Örnek olarak Finlandiya, Kanada ve Almanya gibi ülkeler hem eğitim sistemlerinin kalitesiyle hem de uzun yıllardır düşük seyreden enflasyon oranlarıyla karşımıza çıkmaktadır.
Evet, eğitimli bireyler, sadece üretim açısından değil ekonomik tercihleri açısından da enflasyonun düşük kalması hususunda etkilidirler. Ekonomik kararlarını daha bilinçli bir şekilde alabilirler. Bu da, tüketici ve yatırımcı davranışlarının daha öngörülebilir olmasına neden olabilir ve dolayısıyla ekonomik istikrarı destekler.

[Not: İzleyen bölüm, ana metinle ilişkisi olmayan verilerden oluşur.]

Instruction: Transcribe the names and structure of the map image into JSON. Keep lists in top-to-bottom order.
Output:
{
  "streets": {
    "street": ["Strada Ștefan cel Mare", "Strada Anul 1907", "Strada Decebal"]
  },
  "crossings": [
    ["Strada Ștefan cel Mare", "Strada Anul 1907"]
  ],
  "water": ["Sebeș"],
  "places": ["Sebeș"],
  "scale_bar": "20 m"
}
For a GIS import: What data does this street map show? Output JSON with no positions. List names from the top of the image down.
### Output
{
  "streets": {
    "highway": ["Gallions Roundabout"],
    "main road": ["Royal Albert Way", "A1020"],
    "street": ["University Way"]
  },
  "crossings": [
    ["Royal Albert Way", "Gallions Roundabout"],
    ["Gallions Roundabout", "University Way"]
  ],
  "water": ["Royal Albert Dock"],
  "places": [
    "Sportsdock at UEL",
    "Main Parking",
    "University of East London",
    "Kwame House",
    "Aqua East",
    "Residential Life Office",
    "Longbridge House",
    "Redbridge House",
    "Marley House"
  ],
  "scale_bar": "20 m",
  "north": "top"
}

Ülkemize gelecek olursak ne yazık ki eğitim sistemimiz ekonomimiz açısından gerek üretim tarafında gerekse karar alıcıları yetiştirme konusunda istenilen düzeyde değil. PISA sınav sonuçlarına baktığımızda Türkiye, matematik, fen ve okuma becerilerinde OECD ortalamasının altında kalıyor. Bu durum da ülkemizin hedeflerine ulaşmada ihtiyacı olan insan kaynağını ulaşmasında ciddi problemlere sebep oluyor.
Sadece bizde değil, dünyanın tüm eğitim konusunda başarı sağlayamayan ülkeleri yüksek enflasyonla mücadele ediyor. Bugün hiper enflasyon yaşanan ülkelerin tamamı teknoloji çağının eğitim gereksinimlerine ayak uyduramayan ülkeler. Bunun tesadüf olamadığı çok açık. Yine dünyanın en güçlü ve en düşük enflasyon oranlarına sahip ekonomilerine sahip ülkelerin de eğitimde ilk sıralarda yer alanlar olması tesadüf değil.

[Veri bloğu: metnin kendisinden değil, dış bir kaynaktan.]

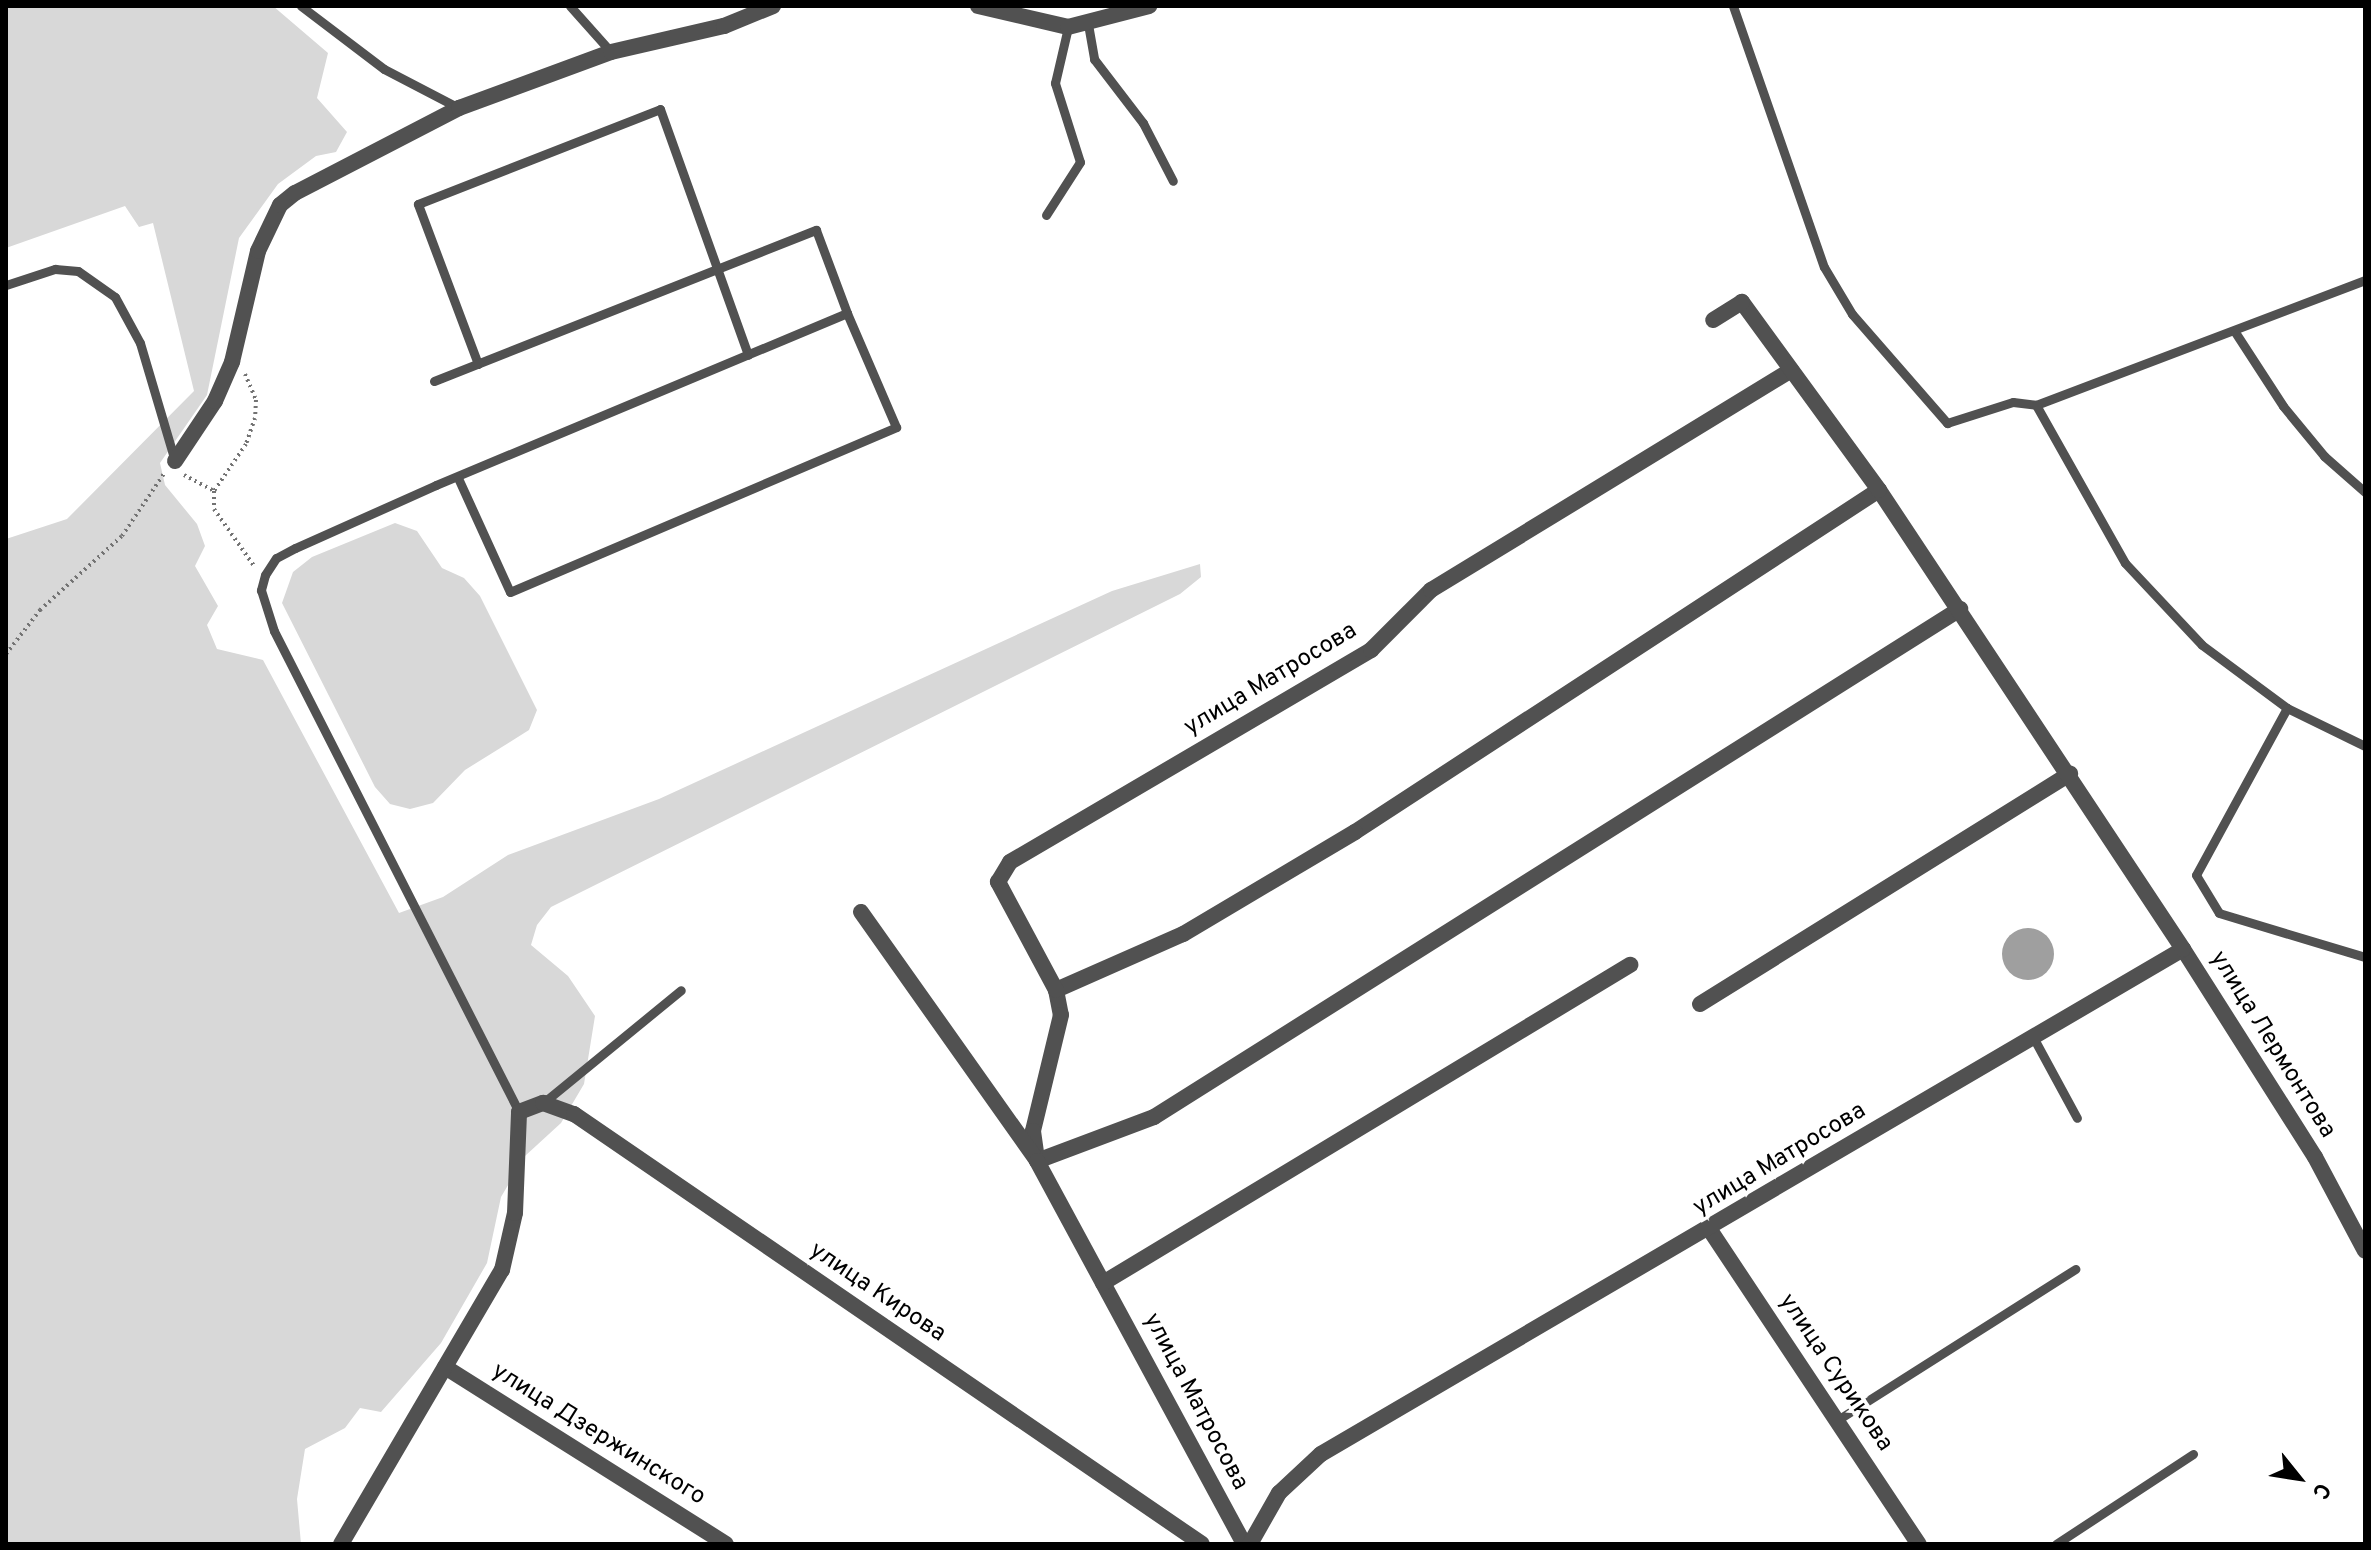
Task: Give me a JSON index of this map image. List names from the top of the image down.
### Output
{
  "streets": {
    "street": [
      "улица Матросова",
      "улица Лермонтова",
      "улица Кирова",
      "улица Сурикова",
      "улица Дзержинского"
    ]
  },
  "crossings": [
    ["улица Матросова", "улица Лермонтова"],
    ["улица Матросова", "улица Сурикова"]
  ],
  "north": "bottom right"
}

Çok ciddi bir eğitim reformuna ihtiyacımız var. Öyle ki bu mesele bir milli güvenlik meselesi haline gelmeli, yola çok ciddi bir irade ile çıkılmalı, hem orta hem de yüksek öğrenimde aynı hassasiyet gösterilmeli.
İlk olarak üniversitelerin akademik ve idari özerklikleri, bilimsel özgürlük ve yaratıcılığı desteklemesi için güçlendirilmeli. Bu, üniversitelerin daha etkin, yenilikçi ve esnek olmalarını sağlar. Bu kurumların üzerindeki 1980 darbesinden kalma vesayet enstrümanlarının kaldırılması gerekiyor.
Hemen ardından üniversitelerde Ar-Ge bütçesi artırılmalı. Türkiye'nin toplam özel sektör, kamu ve diğerleri Ar-Ge bütçesinin sadece Samsung firmasının Ar-Ge'si kadar bile olmadığını düşündüğünüzde ne kadar geri kaldığımızı anlamak çok kolay. Üniversitelerin Ar-Ge bütçesini varın siz düşüşün. İnternetten araştırıp dünyanın iyi eğitim kurumlarıyla karşılaştırdığınızda canınız çok sıkılacak. Bu Ar-Ge işi ile özel sektörle işbirliği meselesi at başı yürütülmeli ve geliştirilmeli. Özel sektörle senkronizasyon sağlanmazsa dostlar alışverişte görsün işine döner ve beş kuruşluk katma değer olulmaz ne yazık ki. Akademiden pazara doğru ürünlerin çıkması için özel sektörün mihmandarlığı olmazsa olmaz.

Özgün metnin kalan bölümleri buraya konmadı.